**Problem:**
Check each line of the material that follows, and copy those holding the string "overflow".

**The input:**

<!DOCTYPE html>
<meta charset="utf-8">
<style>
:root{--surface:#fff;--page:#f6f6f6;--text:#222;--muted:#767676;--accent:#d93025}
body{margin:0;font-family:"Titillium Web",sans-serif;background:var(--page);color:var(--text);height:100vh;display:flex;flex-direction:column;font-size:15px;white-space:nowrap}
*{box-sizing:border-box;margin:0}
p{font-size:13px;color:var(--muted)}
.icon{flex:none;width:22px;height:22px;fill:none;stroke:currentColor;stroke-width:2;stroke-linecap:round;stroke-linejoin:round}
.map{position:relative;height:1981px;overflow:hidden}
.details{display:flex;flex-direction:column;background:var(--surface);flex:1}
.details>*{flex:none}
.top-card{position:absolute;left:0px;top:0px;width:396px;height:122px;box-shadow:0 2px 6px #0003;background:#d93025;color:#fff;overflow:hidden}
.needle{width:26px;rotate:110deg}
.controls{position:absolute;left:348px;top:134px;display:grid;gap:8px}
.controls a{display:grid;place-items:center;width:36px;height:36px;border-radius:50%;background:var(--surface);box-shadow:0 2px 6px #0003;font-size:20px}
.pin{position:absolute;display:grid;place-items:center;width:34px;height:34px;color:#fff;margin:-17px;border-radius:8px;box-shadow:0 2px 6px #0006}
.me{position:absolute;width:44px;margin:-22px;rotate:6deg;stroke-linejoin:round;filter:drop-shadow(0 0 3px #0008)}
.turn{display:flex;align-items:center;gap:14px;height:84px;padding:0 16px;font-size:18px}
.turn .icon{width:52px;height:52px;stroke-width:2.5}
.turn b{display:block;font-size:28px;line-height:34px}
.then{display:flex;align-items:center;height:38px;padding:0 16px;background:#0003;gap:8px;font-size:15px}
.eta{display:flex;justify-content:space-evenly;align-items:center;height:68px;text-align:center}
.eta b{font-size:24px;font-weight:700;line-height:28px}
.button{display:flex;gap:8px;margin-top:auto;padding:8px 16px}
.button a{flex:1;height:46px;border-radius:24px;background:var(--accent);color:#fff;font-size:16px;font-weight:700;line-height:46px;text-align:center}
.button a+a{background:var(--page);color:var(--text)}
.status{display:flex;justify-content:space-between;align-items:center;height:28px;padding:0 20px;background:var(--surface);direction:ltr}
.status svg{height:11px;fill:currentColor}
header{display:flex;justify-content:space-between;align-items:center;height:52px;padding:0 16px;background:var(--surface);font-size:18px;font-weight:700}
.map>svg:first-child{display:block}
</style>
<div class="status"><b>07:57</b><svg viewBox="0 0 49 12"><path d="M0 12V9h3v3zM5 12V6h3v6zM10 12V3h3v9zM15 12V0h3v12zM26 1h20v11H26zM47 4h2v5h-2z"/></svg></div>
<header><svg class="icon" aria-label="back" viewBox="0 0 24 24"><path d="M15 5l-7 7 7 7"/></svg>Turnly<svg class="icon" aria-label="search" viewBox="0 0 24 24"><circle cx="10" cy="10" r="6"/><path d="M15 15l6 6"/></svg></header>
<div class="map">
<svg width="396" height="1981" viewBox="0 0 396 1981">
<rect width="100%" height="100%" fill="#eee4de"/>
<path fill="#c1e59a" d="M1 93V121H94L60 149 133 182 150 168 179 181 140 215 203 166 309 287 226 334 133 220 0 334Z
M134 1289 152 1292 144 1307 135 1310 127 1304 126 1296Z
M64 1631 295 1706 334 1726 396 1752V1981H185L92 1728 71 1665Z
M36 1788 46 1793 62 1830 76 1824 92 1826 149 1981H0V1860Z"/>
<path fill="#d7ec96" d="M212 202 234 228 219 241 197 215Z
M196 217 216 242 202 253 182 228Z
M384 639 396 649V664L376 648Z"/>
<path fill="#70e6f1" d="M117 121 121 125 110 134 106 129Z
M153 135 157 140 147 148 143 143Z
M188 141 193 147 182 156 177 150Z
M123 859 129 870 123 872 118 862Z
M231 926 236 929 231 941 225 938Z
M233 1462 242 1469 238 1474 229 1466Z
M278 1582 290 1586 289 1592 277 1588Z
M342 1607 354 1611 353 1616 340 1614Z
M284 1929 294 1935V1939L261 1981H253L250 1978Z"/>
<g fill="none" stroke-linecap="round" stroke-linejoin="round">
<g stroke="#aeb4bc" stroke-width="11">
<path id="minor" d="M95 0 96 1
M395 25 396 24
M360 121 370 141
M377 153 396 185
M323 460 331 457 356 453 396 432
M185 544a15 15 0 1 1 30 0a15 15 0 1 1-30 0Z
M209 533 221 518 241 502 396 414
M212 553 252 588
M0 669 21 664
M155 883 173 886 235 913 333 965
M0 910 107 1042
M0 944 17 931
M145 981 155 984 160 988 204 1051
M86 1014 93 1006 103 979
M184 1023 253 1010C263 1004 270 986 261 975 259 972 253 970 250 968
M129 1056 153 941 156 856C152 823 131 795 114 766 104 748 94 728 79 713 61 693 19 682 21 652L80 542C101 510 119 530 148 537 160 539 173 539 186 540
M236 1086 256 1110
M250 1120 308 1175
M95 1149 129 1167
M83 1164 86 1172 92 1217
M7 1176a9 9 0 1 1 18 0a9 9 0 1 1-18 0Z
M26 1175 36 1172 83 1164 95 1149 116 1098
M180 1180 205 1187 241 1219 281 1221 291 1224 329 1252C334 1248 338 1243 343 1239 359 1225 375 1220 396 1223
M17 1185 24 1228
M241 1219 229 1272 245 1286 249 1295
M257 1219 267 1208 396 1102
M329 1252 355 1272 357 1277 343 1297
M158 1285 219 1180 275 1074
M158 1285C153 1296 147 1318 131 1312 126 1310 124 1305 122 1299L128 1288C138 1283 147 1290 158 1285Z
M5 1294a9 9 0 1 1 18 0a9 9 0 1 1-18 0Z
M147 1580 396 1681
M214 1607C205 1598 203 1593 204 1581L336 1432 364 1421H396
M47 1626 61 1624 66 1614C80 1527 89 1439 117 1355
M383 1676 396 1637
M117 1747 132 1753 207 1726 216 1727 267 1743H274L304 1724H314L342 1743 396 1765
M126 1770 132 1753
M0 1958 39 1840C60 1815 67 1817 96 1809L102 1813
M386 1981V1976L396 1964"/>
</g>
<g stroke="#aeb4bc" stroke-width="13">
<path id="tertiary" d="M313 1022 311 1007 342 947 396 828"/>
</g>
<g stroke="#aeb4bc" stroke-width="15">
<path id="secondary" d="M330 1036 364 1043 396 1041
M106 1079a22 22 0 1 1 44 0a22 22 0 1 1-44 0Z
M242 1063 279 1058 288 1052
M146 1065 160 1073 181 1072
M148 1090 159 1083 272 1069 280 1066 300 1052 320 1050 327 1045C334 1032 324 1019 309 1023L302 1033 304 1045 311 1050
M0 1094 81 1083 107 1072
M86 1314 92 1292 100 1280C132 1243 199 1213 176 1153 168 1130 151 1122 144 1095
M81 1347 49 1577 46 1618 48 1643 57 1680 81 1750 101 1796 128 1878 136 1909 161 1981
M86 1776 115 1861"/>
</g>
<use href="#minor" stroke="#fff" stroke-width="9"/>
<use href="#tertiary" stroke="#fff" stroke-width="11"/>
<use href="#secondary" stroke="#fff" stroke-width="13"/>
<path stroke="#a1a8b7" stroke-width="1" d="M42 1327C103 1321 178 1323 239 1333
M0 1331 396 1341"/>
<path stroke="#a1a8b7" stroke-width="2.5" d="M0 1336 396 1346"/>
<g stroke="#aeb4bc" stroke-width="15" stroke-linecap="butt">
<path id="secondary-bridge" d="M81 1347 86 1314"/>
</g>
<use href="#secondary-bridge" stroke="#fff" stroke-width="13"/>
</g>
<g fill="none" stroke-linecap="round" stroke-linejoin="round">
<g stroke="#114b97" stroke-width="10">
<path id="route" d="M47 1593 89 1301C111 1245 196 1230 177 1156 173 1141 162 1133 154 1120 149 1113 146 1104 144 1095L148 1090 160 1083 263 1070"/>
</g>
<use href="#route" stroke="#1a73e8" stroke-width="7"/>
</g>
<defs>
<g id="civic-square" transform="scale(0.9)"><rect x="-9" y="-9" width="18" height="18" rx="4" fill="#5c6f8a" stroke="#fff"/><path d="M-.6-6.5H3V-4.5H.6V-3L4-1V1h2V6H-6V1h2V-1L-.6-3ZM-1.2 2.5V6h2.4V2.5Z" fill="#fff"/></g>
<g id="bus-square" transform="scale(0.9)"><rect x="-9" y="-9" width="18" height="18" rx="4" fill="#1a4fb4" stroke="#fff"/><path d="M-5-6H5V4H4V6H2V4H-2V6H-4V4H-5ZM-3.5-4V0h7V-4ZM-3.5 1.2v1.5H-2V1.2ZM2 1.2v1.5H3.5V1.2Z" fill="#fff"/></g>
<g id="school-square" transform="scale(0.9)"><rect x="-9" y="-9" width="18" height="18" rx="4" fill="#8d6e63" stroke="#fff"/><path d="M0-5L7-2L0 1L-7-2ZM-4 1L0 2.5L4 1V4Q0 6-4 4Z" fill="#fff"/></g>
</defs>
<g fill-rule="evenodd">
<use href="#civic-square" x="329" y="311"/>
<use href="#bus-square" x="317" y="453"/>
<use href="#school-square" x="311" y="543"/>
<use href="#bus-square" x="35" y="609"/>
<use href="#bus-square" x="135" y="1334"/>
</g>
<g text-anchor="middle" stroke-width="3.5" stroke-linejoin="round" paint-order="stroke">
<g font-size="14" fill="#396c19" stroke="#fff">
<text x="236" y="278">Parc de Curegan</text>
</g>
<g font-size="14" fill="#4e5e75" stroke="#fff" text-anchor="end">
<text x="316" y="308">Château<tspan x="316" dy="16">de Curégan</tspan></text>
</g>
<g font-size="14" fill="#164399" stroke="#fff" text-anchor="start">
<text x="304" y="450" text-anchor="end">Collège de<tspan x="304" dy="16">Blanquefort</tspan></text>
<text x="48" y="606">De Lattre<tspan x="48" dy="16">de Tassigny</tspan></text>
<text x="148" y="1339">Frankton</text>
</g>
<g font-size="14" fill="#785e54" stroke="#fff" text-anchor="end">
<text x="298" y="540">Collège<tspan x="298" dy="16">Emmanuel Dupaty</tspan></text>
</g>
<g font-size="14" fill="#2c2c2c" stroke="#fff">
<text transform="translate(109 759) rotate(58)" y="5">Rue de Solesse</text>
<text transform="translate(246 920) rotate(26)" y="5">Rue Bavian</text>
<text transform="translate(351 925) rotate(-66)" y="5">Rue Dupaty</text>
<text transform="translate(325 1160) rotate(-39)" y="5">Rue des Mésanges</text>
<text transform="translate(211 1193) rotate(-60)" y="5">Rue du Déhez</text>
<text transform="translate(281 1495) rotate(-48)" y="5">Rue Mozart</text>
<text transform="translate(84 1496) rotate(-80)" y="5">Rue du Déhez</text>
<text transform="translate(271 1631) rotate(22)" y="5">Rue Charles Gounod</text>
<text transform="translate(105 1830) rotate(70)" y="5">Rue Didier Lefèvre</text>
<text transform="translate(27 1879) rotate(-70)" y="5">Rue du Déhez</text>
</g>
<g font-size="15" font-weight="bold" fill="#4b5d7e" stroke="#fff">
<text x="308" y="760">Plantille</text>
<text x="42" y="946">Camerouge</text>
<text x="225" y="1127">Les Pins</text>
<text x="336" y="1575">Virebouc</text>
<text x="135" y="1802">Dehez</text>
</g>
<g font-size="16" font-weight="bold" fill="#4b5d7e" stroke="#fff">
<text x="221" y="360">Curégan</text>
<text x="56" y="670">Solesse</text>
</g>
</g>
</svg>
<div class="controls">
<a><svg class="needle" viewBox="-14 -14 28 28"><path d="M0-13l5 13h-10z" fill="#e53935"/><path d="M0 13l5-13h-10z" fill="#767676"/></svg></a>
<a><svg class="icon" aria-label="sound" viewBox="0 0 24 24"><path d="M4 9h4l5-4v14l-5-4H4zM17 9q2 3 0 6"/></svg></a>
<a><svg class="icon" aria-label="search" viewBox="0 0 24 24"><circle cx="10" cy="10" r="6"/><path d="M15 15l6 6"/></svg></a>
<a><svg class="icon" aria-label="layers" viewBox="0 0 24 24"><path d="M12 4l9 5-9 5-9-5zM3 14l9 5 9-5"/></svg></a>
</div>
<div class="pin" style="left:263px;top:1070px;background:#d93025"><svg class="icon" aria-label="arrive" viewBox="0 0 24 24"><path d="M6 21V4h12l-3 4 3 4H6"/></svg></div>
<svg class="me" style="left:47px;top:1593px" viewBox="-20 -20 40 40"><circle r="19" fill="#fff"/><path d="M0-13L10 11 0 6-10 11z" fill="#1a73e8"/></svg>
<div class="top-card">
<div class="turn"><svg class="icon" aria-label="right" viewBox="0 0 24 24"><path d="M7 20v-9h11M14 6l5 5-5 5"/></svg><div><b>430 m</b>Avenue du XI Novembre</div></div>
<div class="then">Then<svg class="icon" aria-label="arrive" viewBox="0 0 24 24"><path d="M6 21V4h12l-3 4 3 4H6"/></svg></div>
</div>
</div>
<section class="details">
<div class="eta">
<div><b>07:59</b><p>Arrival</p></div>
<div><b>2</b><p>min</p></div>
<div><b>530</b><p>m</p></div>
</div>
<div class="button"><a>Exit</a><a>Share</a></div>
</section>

**Your solution:**
.map{position:relative;height:1981px;overflow:hidden}
.top-card{position:absolute;left:0px;top:0px;width:396px;height:122px;box-shadow:0 2px 6px #0003;background:#d93025;color:#fff;overflow:hidden}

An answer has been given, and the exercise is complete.